Your instructions: Below are the records; copy exactly the lines from the first through the one containing "position:absolute; left:2375px; top:16px;", both included, and leave out the pictures.

(Stored data entries)
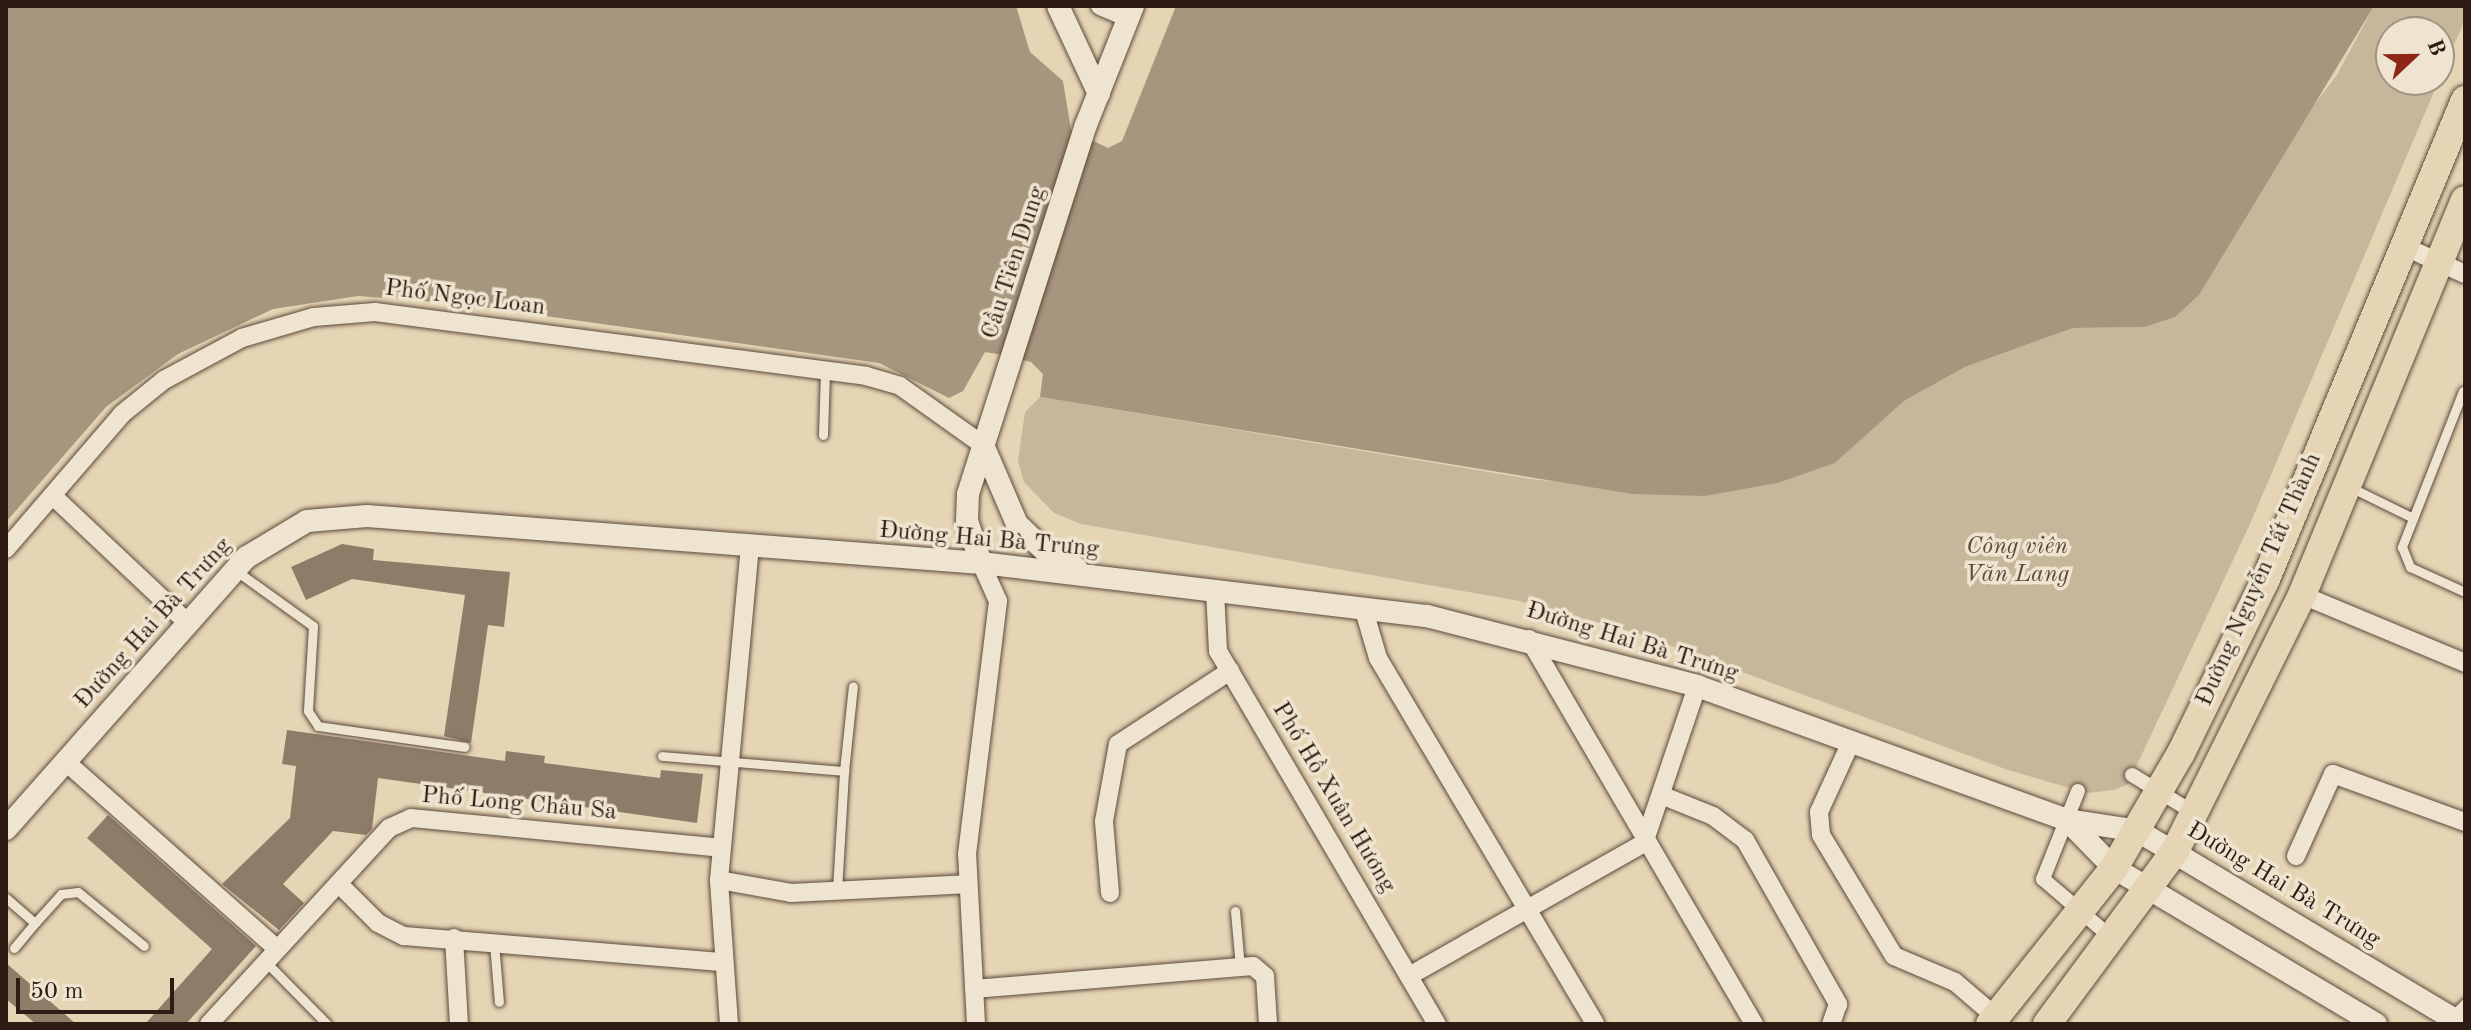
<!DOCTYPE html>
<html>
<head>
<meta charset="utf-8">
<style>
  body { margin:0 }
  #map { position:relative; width:2471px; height:1030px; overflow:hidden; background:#e5d5b5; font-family:"Old Standard TT",serif }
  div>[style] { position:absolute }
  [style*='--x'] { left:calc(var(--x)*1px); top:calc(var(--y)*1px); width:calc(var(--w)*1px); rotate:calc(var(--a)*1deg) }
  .green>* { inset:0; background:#c6b69a }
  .water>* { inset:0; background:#a7967e }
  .building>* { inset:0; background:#8d7c68 }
  .roads { filter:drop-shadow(0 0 2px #5c4a3c) drop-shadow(0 0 2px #5c4a3c) }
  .service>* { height:9px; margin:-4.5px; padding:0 4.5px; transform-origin:4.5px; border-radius:4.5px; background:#eee4cf }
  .pedestrian>* { height:14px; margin:-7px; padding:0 7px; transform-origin:7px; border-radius:7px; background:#eee4cf }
  .minor>* { height:18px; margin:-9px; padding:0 9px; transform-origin:9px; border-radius:9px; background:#eee4cf }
  .tertiary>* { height:22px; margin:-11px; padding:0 11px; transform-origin:11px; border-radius:11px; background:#eee4cf }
  .primary>* { height:28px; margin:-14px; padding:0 14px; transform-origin:14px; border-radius:14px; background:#e5d5b5 }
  span { translate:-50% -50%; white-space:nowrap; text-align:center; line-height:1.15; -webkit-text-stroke:7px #eee4cf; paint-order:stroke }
  .street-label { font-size:24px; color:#2e1c14 }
  .park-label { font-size:24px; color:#5c4a3c; font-style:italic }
  .frame { position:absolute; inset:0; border:8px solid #2e1c14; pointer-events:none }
  .north { position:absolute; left:2375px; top:16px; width:80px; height:80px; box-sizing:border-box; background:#eee4cf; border:2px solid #a19484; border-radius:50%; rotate:68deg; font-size:22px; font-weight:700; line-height:32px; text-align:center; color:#2e1c14 }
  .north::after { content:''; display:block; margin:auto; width:28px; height:36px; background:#8f2418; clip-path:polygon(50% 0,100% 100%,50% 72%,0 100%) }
  .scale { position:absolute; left:16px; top:978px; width:158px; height:36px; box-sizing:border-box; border:4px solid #2e1c14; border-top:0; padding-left:10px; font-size:24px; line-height:28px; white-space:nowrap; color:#2e1c14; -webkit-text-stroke:6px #eee4cf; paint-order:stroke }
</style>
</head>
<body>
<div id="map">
  <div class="green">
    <div style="clip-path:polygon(evenodd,2374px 6px,2465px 6px,2465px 19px,2250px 524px,2128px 784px,2114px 790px,2087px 793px,2008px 770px,1636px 633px,1520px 601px,1081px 524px,1054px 513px,1024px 482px,1018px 461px,1025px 412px,1040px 397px,1530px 479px,1705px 496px,1835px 463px,1904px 401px,1965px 367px,2073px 328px,2144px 327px,2337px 75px,2374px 6px,2391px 32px,2439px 32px,2439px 80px,2391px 80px,2391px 32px)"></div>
  </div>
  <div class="water">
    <div style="clip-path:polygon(6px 6px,1016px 6px,1030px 52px,1063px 81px,1071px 130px,1108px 148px,1122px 141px,1176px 6px,2374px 6px,2199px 295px,2175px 317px,2144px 327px,2073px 328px,1965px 367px,1904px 401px,1835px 463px,1777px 483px,1705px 496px,1633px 494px,1040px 397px,1043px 374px,1031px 362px,1003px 355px,985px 352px,963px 391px,949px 398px,879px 363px,461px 304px,358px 296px,273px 309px,178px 354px,106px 407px,6px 522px)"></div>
  </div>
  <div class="building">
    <div style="clip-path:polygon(342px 544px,374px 549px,373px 560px,510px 572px,504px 627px,488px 625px,471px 743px,444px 736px,465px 595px,352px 579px,306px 600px,291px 567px)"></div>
    <div style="clip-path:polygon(287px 730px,505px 761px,506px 751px,545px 756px,544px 763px,660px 778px,661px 770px,703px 774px,697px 823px,378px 778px,372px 829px,366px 835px,333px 831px,283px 884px,304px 903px,279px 930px,222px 884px,290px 818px,296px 766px,282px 764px)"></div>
    <div style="clip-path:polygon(108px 815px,256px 946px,186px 1024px,145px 1024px,212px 949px,87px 838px)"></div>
    <div style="clip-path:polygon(6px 963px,76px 1024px,36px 1024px,6px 999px)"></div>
  </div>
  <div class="roads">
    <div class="service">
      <div style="--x:2463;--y:391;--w:168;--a:111.4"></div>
      <div style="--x:2402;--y:547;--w:22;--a:68"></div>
      <div style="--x:2410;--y:567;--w:60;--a:24.4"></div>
      <div style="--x:823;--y:435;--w:65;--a:-88.2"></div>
      <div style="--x:2350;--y:487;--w:68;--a:26.2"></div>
      <div style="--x:235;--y:570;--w:96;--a:35.7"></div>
      <div style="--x:313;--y:626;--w:85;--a:93.4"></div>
      <div style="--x:308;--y:711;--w:18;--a:56"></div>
      <div style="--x:318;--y:726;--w:148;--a:8.1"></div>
      <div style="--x:662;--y:756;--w:183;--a:4.7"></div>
      <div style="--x:844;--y:771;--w:85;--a:-84"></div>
      <div style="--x:837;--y:890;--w:119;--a:-86.6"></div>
      <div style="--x:6;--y:898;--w:38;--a:41"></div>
      <div style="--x:35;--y:923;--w:39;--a:-48"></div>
      <div style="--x:61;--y:894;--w:17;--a:-7"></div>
      <div style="--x:78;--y:892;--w:85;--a:39.3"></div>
      <div style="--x:1235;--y:911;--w:56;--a:84.9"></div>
      <div style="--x:494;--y:943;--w:59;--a:85.2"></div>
      <div style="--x:14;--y:948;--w:33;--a:-50"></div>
      <div style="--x:265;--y:961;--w:88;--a:45.5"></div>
      <div style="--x:2451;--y:1017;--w:20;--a:-45"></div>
    </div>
    <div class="pedestrian">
      <div style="--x:2132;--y:775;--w:73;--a:31.5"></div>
      <div style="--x:2078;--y:791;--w:95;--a:111.7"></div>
      <div style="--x:2043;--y:879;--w:92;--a:40.6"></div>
    </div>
    <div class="minor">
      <div style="--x:1100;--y:6;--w:30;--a:23"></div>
      <div style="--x:2403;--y:246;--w:68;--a:24.3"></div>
      <div style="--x:53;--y:496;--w:185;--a:43.3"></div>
      <div style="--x:6;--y:549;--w:178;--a:-49.3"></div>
      <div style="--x:122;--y:414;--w:54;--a:-39"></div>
      <div style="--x:164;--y:380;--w:89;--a:-28.3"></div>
      <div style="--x:242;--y:338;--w:75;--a:-16.3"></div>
      <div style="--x:314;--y:317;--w:61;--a:-4.7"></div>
      <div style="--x:375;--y:312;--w:495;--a:7.4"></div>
      <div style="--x:866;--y:376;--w:35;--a:16"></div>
      <div style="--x:900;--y:386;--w:102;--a:35.4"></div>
      <div style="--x:1215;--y:590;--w:61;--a:87.2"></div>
      <div style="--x:1218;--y:651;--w:433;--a:59.6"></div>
      <div style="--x:2302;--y:595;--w:177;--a:22.6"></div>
      <div style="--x:1363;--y:607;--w:53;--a:73.6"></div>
      <div style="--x:1378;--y:658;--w:425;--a:59.3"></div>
      <div style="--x:1529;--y:639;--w:446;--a:59.7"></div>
      <div style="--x:1851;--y:742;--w:77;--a:114.6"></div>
      <div style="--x:1819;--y:812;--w:23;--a:85"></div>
      <div style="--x:1821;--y:835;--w:141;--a:58.9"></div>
      <div style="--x:1894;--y:956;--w:66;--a:23.1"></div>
      <div style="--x:1955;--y:982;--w:54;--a:40.5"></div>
      <div style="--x:66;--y:762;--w:281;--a:41.5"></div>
      <div style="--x:1661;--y:795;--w:56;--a:22"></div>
      <div style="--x:1713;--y:816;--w:40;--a:37"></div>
      <div style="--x:1745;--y:840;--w:189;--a:60.4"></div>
      <div style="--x:1838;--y:1004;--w:21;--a:109"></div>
      <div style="--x:2296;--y:856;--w:90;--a:-65.7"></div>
      <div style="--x:2333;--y:774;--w:140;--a:20"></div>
      <div style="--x:719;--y:880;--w:73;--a:10.2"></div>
      <div style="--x:791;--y:893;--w:175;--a:-2.9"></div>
      <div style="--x:339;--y:884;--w:55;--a:45"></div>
      <div style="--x:378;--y:923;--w:29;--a:27"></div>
      <div style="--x:404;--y:936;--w:318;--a:4.7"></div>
      <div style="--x:1110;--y:893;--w:72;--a:-94.8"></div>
      <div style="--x:1104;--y:821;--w:78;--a:-79.7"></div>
      <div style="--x:1118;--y:744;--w:134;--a:-33.1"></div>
      <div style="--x:454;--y:938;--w:86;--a:86.7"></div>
      <div style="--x:1409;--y:976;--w:270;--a:-29.5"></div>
      <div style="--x:1644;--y:843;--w:166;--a:-71.3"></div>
      <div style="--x:974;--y:989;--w:280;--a:-4.7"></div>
      <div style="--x:1253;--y:966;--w:16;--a:40"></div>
      <div style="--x:1265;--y:976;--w:48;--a:86.4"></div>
      <div style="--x:209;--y:1024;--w:266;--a:-47.4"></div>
      <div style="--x:389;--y:828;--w:24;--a:-24"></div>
      <div style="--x:411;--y:818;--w:310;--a:5.5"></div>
      <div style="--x:729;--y:1024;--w:144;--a:-94"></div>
      <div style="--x:719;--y:880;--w:333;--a:-84.7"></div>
      <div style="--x:976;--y:1024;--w:170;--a:-93"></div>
      <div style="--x:967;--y:854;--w:255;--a:-83"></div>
      <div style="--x:998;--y:601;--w:42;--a:-114.1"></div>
    </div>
    <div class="tertiary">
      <div style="--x:1058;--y:6;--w:97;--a:65"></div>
      <div style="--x:983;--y:445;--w:86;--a:66.7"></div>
      <div style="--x:1017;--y:524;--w:42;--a:44"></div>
      <div style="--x:1047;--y:553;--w:33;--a:27"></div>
      <div style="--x:981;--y:563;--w:44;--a:-108.4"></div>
      <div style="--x:967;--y:521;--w:27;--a:-88"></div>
      <div style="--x:968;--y:494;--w:387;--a:-72.3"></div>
      <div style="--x:1086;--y:125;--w:128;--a:-68.4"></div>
      <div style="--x:2067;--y:820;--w:67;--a:45.6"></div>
      <div style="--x:2114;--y:868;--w:305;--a:30.8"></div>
      <div style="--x:6;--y:829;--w:363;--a:-48.5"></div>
      <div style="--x:247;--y:557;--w:70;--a:-31"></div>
      <div style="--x:307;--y:521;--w:60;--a:-4.8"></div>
      <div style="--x:367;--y:516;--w:616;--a:4.38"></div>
      <div style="--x:981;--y:563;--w:449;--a:6.8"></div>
      <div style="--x:1427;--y:616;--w:279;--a:14.5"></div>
      <div style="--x:1697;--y:686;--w:394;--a:19.9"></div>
      <div style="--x:2067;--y:820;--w:72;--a:8.8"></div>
      <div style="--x:2138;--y:831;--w:377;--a:30.8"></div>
    </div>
    <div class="primary">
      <div style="--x:1990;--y:1024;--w:199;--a:-51.5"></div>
      <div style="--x:2114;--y:868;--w:133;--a:-59.8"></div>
      <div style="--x:2181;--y:753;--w:191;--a:-64"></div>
      <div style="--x:2265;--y:581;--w:521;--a:-67.42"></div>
      <div style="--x:2047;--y:1024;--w:215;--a:-53.5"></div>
      <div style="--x:2175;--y:851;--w:286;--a:-63.6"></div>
      <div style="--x:2302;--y:595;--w:427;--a:-67.6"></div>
    </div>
  </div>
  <div class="street-label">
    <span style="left:1015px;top:263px;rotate:-72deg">Cầu Tiên Dung</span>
    <span style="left:465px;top:299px;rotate:7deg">Phố Ngọc Loan</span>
    <span style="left:989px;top:541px;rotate:5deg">Đường Hai Bà Trưng</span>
    <span style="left:2260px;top:580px;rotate:-66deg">Đường Nguyễn Tất Thành</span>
    <span style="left:154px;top:624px;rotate:-48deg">Đường Hai Bà Trưng</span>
    <span style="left:1632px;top:643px;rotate:17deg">Đường Hai Bà Trưng</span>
    <span style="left:1333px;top:798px;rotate:59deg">Phố Hồ Xuân Hương</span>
    <span style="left:519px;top:805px;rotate:5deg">Phố Long Châu Sa</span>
    <span style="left:2283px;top:886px;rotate:31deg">Đường Hai Bà Trưng</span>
  </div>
  <div class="park-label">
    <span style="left:2017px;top:562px">Công viên<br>Văn Lang</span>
  </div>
  <div class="frame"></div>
  <div class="north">B</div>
  <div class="scale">50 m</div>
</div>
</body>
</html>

Completed exercise:
<!DOCTYPE html>
<html>
<head>
<meta charset="utf-8">
<style>
  body { margin:0 }
  #map { position:relative; width:2471px; height:1030px; overflow:hidden; background:#e5d5b5; font-family:"Old Standard TT",serif }
  div>[style] { position:absolute }
  [style*='--x'] { left:calc(var(--x)*1px); top:calc(var(--y)*1px); width:calc(var(--w)*1px); rotate:calc(var(--a)*1deg) }
  .green>* { inset:0; background:#c6b69a }
  .water>* { inset:0; background:#a7967e }
  .building>* { inset:0; background:#8d7c68 }
  .roads { filter:drop-shadow(0 0 2px #5c4a3c) drop-shadow(0 0 2px #5c4a3c) }
  .service>* { height:9px; margin:-4.5px; padding:0 4.5px; transform-origin:4.5px; border-radius:4.5px; background:#eee4cf }
  .pedestrian>* { height:14px; margin:-7px; padding:0 7px; transform-origin:7px; border-radius:7px; background:#eee4cf }
  .minor>* { height:18px; margin:-9px; padding:0 9px; transform-origin:9px; border-radius:9px; background:#eee4cf }
  .tertiary>* { height:22px; margin:-11px; padding:0 11px; transform-origin:11px; border-radius:11px; background:#eee4cf }
  .primary>* { height:28px; margin:-14px; padding:0 14px; transform-origin:14px; border-radius:14px; background:#e5d5b5 }
  span { translate:-50% -50%; white-space:nowrap; text-align:center; line-height:1.15; -webkit-text-stroke:7px #eee4cf; paint-order:stroke }
  .street-label { font-size:24px; color:#2e1c14 }
  .park-label { font-size:24px; color:#5c4a3c; font-style:italic }
  .frame { position:absolute; inset:0; border:8px solid #2e1c14; pointer-events:none }
  .north { position:absolute; left:2375px; top:16px; width:80px; height:80px; box-sizing:border-box; background:#eee4cf; border:2px solid #a19484; border-radius:50%; rotate:68deg; font-size:22px; font-weight:700; line-height:32px; text-align:center; color:#2e1c14 }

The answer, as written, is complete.